Come granitici automi ad ogni concerto LE COSE si lasciavano impossessare da un raro furore di stampo preraffaelita, ergendosi ad autentici ma scanzonati epigoni della rigida morale hippy.
Finalmente, arrivò il giorno: una graziosa ragazza, ansiosa di partecipare ad una lezione di Zumba non stop di 18 ore, aveva incautamente lasciato l’auto poco lontano dallo stadio municipale di Biskhek, dove ancora non si erano spenti gli echi di quello che LE COSE sapevano essere il loro ultimo concerto: giù il sipario, la festa è finita, dopo decenni di successi, finalmente LE COSE potevano chiudere il cerchio e rispettare il patto stipulato neI malsani scantinati di Via Pomezia.

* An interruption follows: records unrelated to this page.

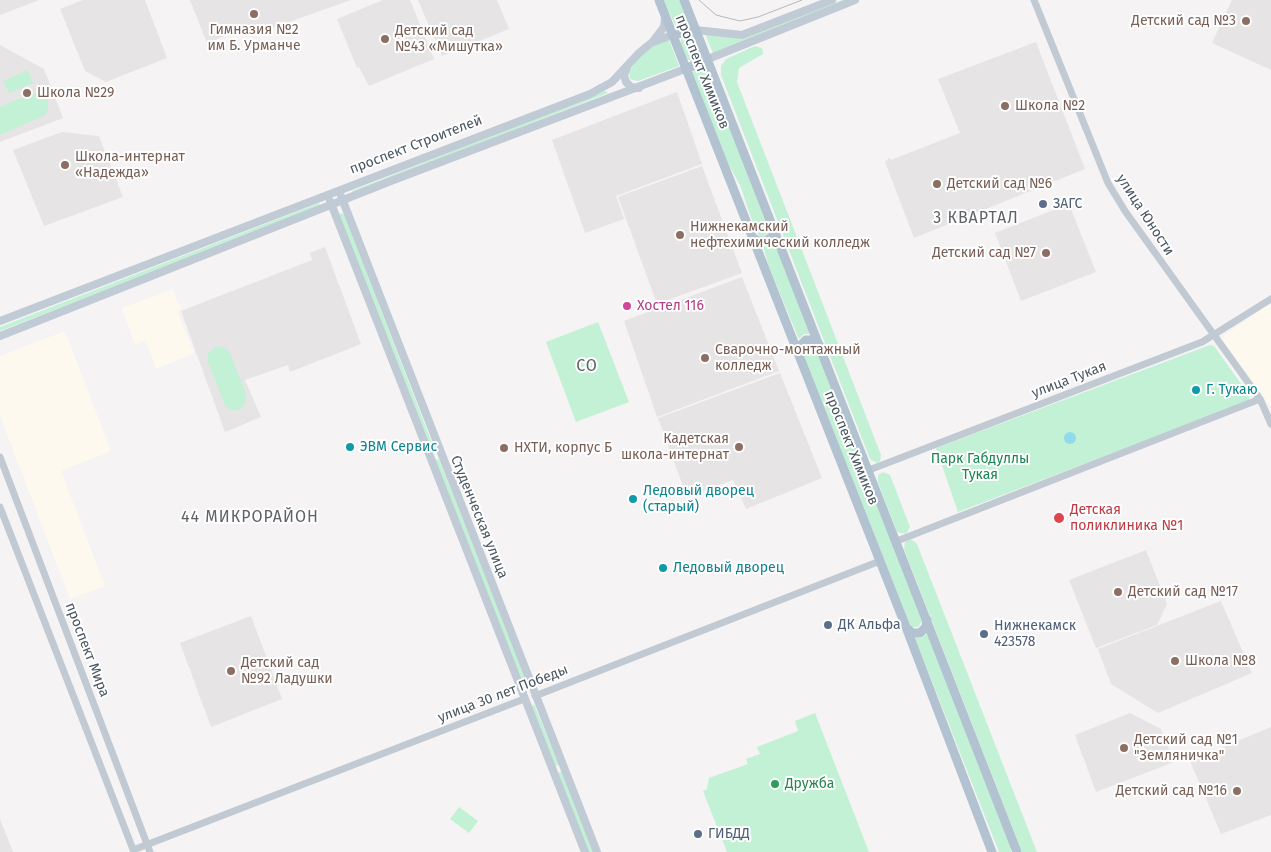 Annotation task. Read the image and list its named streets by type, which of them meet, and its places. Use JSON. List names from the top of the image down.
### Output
{
  "streets": {
    "main road": [
      "проспект Химиков",
      "проспект Строителей",
      "Студенческая улица",
      "улица 30 лет Победы"
    ],
    "street": ["улица Юности", "улица Тукая", "проспект Мира"]
  },
  "crossings": [
    ["проспект Химиков", "проспект Строителей"],
    ["проспект Химиков", "улица Тукая"],
    ["проспект Химиков", "улица 30 лет Победы"],
    ["проспект Строителей", "Студенческая улица"],
    ["улица Юности", "улица Тукая"],
    ["Студенческая улица", "улица 30 лет Победы"],
    ["проспект Мира", "улица 30 лет Победы"]
  ],
  "districts": ["3 КВАРТАЛ", "СО", "44 МИКРОРАЙОН"],
  "parks": ["Парк Габдуллы Тукая"],
  "places": [
    "Гимназия №2 им Б. Урманче",
    "Детский сад №3",
    "Детский сад №43 «Мишутка»",
    "Школа №29",
    "Школа №2",
    "Школа-интернат «Надежда»",
    "Детский сад №6",
    "ЗАГС",
    "Нижнекамский нефтехимический колледж",
    "Детский сад №7",
    "Хостел 116",
    "Сварочно-монтажный колледж",
    "Г. Тукаю",
    "ЭВМ Сервис",
    "Кадетская школа-интернат",
    "НХТИ, корпус Б",
    "Ледовый дворец (старый)",
    "Детская поликлиника №1",
    "Ледовый дворец",
    "Детский сад №17",
    "ДК Альфа",
    "Нижнекамск 423578",
    "Школа №8",
    "Детский сад №92 Ладушки",
    "Детский сад №1 \"Земляничка\"",
    "Дружба",
    "Детский сад №16",
    "ГИБДД"
  ]
}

Il gesto tante volte solo simulato, la rottura del lunotto posteriore, provocava al solo pensiero impagabili emozioni ad ognuno dei membri ma era chiaro fin dall’inizio che Marelli era la persona designata… non era stata una decisione; semplicemente, lo sapevano tutti, salvo lui stesso che, ignaro, si avvicinava al compimento del proprio destino!
….ecco! con goffa personalità Marelli, mano insanguinata, frammenti di vetro tra i capelli, si incunea nell’automobile, apre la portiera e fa segno a tutti gli altri di salire rapidamente!
La calcolata lentezza del Barone non gli impedisce di canticchiare in falsetto un pezzo di Erkin Koray, Carcassone rivendica le algide origini del Sigma Olomouc mentre Bardot e Mercalli badano al sodo e addentano un panino al prosciutto.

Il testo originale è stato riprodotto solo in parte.